Every line from the start of the records through the line with "display:flex; align-items:center; gap:12px;" is to be written out exactly; pictures are not.
══════════
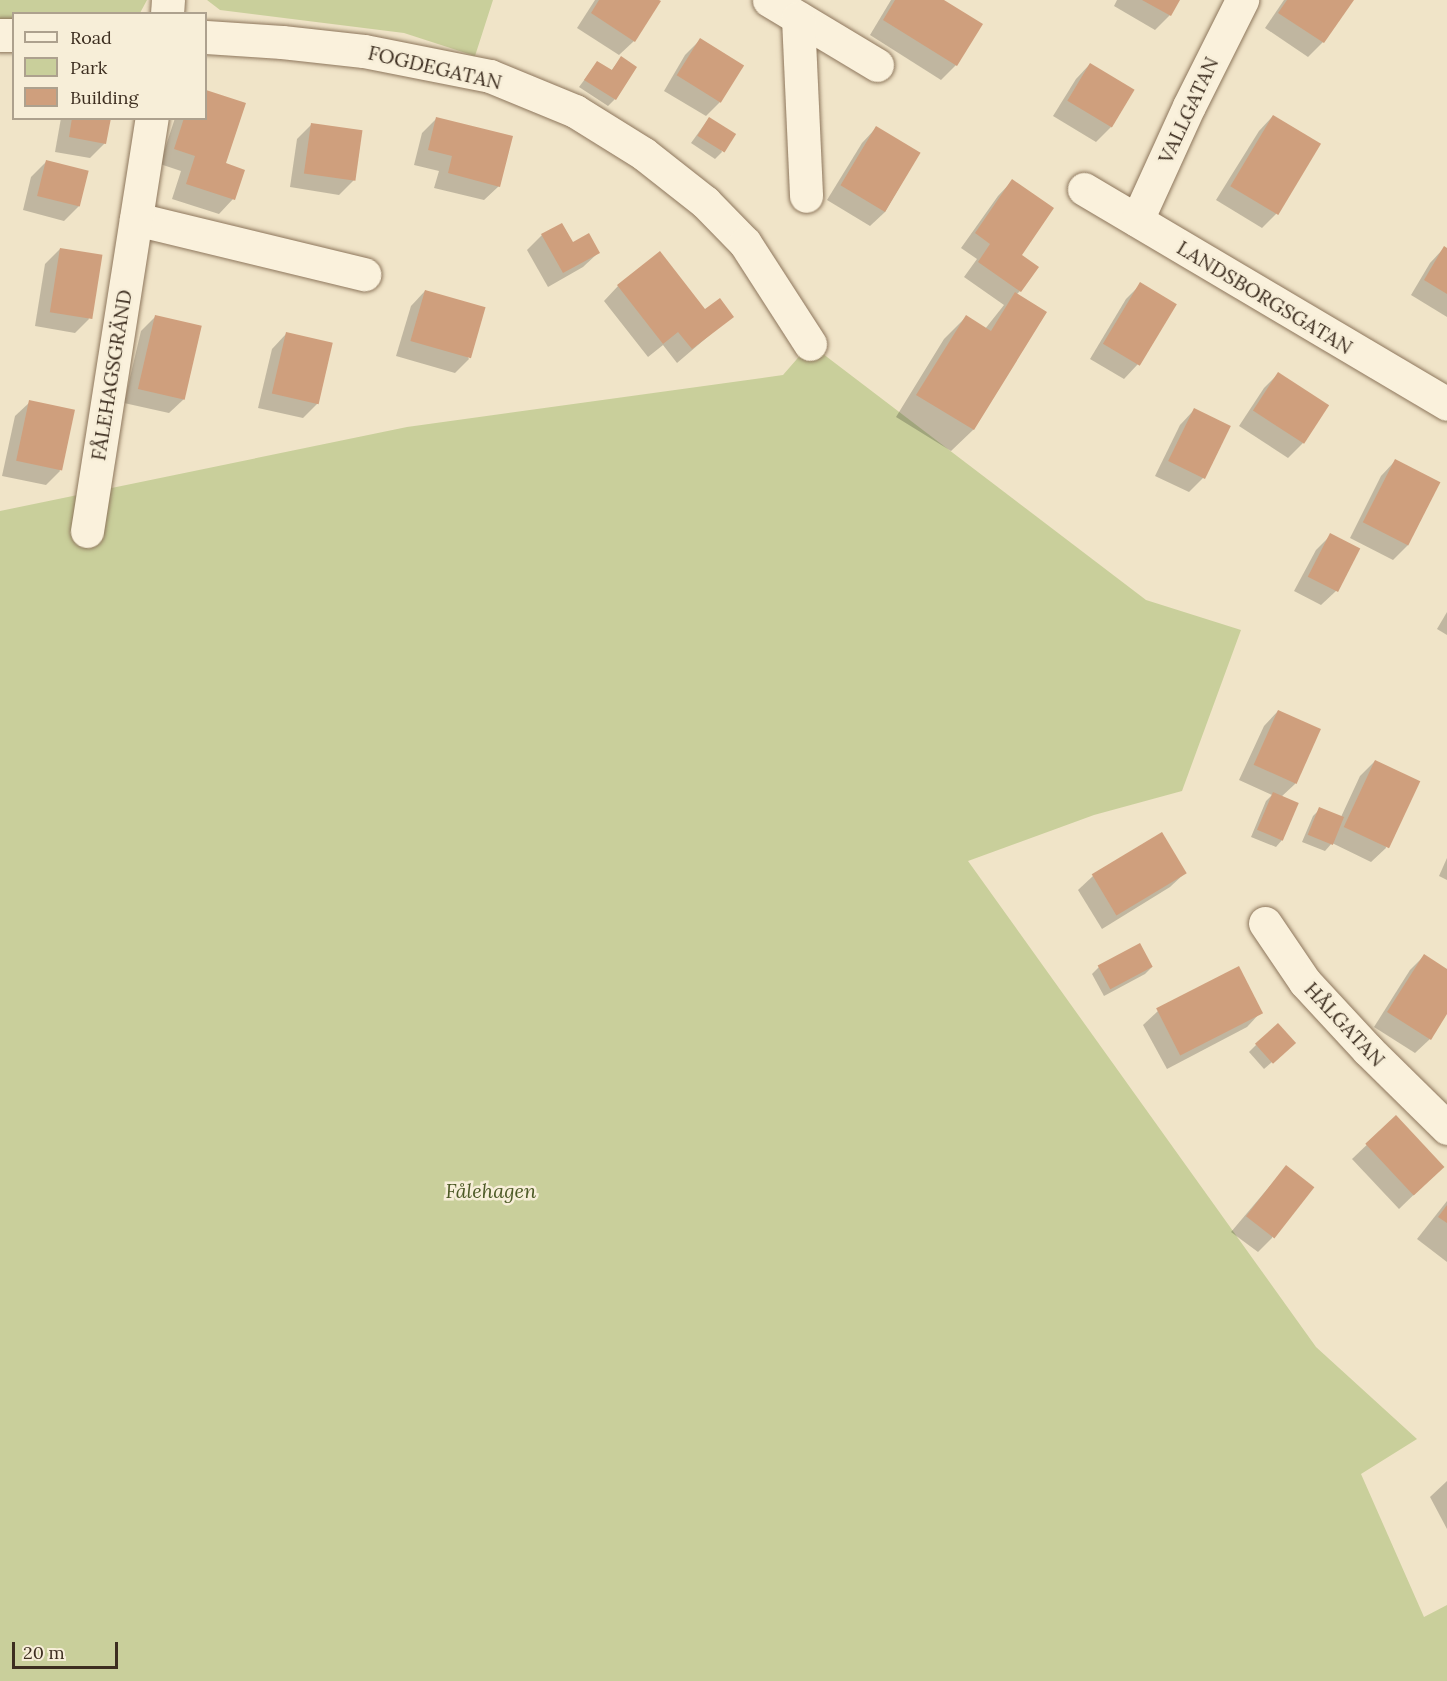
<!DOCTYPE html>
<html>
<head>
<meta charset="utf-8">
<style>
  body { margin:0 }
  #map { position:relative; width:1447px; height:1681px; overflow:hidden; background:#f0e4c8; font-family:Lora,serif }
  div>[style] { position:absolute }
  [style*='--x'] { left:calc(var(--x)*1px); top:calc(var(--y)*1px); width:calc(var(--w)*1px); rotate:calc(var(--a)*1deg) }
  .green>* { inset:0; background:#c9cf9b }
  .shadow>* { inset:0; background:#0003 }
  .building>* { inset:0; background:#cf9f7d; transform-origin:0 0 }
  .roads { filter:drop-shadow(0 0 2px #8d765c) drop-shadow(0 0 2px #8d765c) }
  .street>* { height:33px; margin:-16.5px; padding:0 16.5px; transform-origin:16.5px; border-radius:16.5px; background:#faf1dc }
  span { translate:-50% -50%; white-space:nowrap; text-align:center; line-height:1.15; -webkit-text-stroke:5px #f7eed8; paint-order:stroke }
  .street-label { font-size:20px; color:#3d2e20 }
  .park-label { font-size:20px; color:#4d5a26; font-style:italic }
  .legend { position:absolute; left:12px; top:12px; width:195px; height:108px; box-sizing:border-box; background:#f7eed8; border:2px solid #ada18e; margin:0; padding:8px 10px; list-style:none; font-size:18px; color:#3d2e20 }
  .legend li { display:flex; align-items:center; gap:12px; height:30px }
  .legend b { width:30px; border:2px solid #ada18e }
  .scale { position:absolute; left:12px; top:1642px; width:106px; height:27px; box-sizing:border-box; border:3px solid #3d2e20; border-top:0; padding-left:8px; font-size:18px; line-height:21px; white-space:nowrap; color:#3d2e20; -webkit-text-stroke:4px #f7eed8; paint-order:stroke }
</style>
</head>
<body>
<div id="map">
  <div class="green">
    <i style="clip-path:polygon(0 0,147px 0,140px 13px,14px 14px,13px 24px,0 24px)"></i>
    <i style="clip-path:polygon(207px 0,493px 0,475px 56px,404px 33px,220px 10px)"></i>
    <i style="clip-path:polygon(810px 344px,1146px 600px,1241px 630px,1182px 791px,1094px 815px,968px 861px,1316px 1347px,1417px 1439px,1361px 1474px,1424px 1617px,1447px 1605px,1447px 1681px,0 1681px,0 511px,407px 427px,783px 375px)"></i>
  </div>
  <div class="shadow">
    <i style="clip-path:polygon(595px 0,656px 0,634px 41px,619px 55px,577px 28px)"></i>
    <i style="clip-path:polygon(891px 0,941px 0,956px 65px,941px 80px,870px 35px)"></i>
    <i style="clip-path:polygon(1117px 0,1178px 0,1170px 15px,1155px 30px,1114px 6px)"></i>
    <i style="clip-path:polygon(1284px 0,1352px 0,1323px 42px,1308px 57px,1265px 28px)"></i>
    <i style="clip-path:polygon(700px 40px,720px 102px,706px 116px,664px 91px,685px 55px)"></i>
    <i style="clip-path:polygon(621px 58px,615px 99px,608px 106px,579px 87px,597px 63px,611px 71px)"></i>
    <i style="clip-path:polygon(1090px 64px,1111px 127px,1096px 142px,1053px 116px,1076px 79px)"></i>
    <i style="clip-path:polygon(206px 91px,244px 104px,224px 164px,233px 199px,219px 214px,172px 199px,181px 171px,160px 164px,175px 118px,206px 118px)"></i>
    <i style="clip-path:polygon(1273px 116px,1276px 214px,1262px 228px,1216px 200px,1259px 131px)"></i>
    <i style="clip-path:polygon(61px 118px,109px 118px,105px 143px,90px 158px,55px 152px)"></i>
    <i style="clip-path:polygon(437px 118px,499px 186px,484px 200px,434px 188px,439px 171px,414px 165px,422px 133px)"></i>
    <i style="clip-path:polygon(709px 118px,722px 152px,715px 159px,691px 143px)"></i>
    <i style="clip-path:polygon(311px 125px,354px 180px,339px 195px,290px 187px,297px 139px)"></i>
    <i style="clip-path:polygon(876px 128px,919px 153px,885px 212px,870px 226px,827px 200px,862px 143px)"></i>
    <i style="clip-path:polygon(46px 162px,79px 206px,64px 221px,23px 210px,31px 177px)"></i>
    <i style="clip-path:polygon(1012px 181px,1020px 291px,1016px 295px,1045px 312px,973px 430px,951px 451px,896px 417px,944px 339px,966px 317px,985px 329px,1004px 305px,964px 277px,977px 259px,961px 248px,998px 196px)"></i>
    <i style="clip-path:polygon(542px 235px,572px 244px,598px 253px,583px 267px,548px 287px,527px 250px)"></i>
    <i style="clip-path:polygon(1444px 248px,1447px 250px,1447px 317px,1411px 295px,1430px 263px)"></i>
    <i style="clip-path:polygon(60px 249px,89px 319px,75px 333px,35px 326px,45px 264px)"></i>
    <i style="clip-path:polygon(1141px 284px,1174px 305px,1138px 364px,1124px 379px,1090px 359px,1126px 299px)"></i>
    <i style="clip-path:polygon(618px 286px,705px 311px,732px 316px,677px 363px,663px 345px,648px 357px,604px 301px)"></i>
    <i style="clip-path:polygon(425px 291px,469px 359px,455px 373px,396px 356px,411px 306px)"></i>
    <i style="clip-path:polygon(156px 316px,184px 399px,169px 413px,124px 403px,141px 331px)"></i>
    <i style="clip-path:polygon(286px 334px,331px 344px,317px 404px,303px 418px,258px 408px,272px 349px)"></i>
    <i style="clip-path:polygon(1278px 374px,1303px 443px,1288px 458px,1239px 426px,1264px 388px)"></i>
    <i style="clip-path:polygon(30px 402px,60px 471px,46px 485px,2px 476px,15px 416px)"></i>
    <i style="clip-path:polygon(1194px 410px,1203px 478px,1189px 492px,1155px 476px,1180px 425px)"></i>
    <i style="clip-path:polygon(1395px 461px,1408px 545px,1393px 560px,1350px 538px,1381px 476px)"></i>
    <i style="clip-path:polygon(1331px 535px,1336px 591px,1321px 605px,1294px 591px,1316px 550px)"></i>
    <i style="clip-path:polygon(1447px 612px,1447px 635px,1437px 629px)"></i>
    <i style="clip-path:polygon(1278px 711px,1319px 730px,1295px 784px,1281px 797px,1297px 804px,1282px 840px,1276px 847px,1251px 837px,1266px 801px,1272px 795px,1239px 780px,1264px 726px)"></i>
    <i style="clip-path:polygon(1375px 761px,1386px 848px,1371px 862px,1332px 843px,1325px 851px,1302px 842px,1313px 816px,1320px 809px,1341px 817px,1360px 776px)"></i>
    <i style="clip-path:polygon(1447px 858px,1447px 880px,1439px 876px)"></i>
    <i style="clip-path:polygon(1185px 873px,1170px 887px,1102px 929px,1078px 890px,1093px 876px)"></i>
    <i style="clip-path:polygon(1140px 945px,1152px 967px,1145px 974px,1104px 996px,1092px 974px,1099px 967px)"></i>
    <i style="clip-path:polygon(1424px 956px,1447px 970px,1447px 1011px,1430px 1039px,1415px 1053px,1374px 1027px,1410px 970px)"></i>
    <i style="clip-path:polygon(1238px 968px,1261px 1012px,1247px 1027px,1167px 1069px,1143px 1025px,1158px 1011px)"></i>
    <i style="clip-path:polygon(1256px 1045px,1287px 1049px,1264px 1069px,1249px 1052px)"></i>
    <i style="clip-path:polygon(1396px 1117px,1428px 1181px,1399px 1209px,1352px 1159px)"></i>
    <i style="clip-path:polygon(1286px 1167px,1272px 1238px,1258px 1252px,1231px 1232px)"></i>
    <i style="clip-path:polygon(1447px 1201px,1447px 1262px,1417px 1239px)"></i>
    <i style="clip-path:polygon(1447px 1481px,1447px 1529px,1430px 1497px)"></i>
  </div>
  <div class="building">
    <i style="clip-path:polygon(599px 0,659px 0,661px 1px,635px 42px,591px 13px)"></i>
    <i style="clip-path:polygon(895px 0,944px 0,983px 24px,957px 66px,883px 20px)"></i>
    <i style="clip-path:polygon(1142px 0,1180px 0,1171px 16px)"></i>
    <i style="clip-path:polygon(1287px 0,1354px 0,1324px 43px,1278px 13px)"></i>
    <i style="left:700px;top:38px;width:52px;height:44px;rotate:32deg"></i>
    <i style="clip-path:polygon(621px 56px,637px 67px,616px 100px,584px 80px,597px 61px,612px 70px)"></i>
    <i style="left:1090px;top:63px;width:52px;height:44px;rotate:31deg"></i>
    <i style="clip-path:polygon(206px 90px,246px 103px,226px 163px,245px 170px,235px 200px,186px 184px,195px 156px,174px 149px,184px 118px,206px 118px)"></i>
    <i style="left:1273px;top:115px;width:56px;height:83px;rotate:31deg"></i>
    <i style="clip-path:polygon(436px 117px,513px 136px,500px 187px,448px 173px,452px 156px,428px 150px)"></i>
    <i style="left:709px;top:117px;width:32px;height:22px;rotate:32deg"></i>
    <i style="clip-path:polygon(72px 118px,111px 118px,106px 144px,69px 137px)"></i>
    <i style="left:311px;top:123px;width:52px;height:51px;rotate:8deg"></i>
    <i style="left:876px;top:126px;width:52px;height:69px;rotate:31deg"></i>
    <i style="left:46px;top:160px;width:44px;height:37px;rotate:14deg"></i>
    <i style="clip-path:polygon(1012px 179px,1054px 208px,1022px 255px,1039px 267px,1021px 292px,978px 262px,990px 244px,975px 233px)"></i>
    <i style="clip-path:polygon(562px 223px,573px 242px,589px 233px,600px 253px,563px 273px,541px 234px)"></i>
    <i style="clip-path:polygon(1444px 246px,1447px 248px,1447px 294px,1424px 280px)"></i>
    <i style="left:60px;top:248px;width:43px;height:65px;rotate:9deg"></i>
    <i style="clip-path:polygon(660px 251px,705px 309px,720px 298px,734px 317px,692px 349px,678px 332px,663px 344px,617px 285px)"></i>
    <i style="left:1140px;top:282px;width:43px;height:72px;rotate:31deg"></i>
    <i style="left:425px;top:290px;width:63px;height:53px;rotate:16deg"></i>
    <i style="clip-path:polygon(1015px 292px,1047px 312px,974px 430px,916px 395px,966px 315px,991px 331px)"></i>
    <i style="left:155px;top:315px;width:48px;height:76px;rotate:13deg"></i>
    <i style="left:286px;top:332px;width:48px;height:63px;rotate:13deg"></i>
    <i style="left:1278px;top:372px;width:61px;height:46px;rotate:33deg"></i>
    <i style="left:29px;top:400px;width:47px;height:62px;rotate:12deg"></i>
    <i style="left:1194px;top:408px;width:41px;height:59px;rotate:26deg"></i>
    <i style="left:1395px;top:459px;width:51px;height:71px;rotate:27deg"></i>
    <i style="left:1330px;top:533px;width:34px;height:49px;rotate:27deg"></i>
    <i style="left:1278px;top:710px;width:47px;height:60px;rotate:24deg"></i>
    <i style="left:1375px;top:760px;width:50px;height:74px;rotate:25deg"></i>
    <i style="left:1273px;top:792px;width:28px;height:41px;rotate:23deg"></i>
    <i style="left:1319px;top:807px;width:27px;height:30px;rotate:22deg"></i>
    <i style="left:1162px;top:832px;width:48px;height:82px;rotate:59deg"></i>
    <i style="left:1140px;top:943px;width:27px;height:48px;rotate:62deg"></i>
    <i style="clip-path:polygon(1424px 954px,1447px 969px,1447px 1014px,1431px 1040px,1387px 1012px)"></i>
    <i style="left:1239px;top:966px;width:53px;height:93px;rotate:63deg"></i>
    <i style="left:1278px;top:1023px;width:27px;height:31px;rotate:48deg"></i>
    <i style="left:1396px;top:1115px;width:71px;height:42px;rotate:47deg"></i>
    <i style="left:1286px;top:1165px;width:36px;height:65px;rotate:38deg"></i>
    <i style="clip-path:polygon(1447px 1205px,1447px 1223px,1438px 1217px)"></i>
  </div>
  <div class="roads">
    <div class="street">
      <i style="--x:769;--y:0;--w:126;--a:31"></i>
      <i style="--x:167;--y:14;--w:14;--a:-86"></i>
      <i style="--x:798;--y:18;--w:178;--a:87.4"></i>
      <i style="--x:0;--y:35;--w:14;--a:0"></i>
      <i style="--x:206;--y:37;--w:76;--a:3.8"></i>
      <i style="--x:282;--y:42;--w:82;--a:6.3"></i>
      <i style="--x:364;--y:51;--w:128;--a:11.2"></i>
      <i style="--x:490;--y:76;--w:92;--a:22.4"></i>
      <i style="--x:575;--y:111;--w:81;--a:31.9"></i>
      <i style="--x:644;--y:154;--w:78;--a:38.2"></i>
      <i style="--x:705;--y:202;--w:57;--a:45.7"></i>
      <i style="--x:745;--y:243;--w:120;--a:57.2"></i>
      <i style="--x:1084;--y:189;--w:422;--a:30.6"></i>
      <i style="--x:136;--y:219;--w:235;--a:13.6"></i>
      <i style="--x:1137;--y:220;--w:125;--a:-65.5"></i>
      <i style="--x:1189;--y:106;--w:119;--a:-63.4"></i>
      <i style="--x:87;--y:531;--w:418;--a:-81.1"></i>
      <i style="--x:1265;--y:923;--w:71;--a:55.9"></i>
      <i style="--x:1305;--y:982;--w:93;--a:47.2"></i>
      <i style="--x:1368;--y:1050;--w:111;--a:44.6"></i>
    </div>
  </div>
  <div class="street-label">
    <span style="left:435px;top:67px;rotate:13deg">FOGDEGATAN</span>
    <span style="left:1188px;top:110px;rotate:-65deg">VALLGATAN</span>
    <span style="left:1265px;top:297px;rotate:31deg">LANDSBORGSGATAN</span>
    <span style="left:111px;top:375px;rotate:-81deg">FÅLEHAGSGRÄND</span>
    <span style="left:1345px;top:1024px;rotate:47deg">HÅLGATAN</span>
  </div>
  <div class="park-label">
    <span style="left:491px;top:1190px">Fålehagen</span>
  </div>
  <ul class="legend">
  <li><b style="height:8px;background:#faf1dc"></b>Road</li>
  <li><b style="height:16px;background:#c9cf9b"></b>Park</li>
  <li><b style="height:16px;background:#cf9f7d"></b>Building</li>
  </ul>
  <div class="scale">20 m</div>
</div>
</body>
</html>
══════════
#### Written solution:
<!DOCTYPE html>
<html>
<head>
<meta charset="utf-8">
<style>
  body { margin:0 }
  #map { position:relative; width:1447px; height:1681px; overflow:hidden; background:#f0e4c8; font-family:Lora,serif }
  div>[style] { position:absolute }
  [style*='--x'] { left:calc(var(--x)*1px); top:calc(var(--y)*1px); width:calc(var(--w)*1px); rotate:calc(var(--a)*1deg) }
  .green>* { inset:0; background:#c9cf9b }
  .shadow>* { inset:0; background:#0003 }
  .building>* { inset:0; background:#cf9f7d; transform-origin:0 0 }
  .roads { filter:drop-shadow(0 0 2px #8d765c) drop-shadow(0 0 2px #8d765c) }
  .street>* { height:33px; margin:-16.5px; padding:0 16.5px; transform-origin:16.5px; border-radius:16.5px; background:#faf1dc }
  span { translate:-50% -50%; white-space:nowrap; text-align:center; line-height:1.15; -webkit-text-stroke:5px #f7eed8; paint-order:stroke }
  .street-label { font-size:20px; color:#3d2e20 }
  .park-label { font-size:20px; color:#4d5a26; font-style:italic }
  .legend { position:absolute; left:12px; top:12px; width:195px; height:108px; box-sizing:border-box; background:#f7eed8; border:2px solid #ada18e; margin:0; padding:8px 10px; list-style:none; font-size:18px; color:#3d2e20 }
  .legend li { display:flex; align-items:center; gap:12px; height:30px }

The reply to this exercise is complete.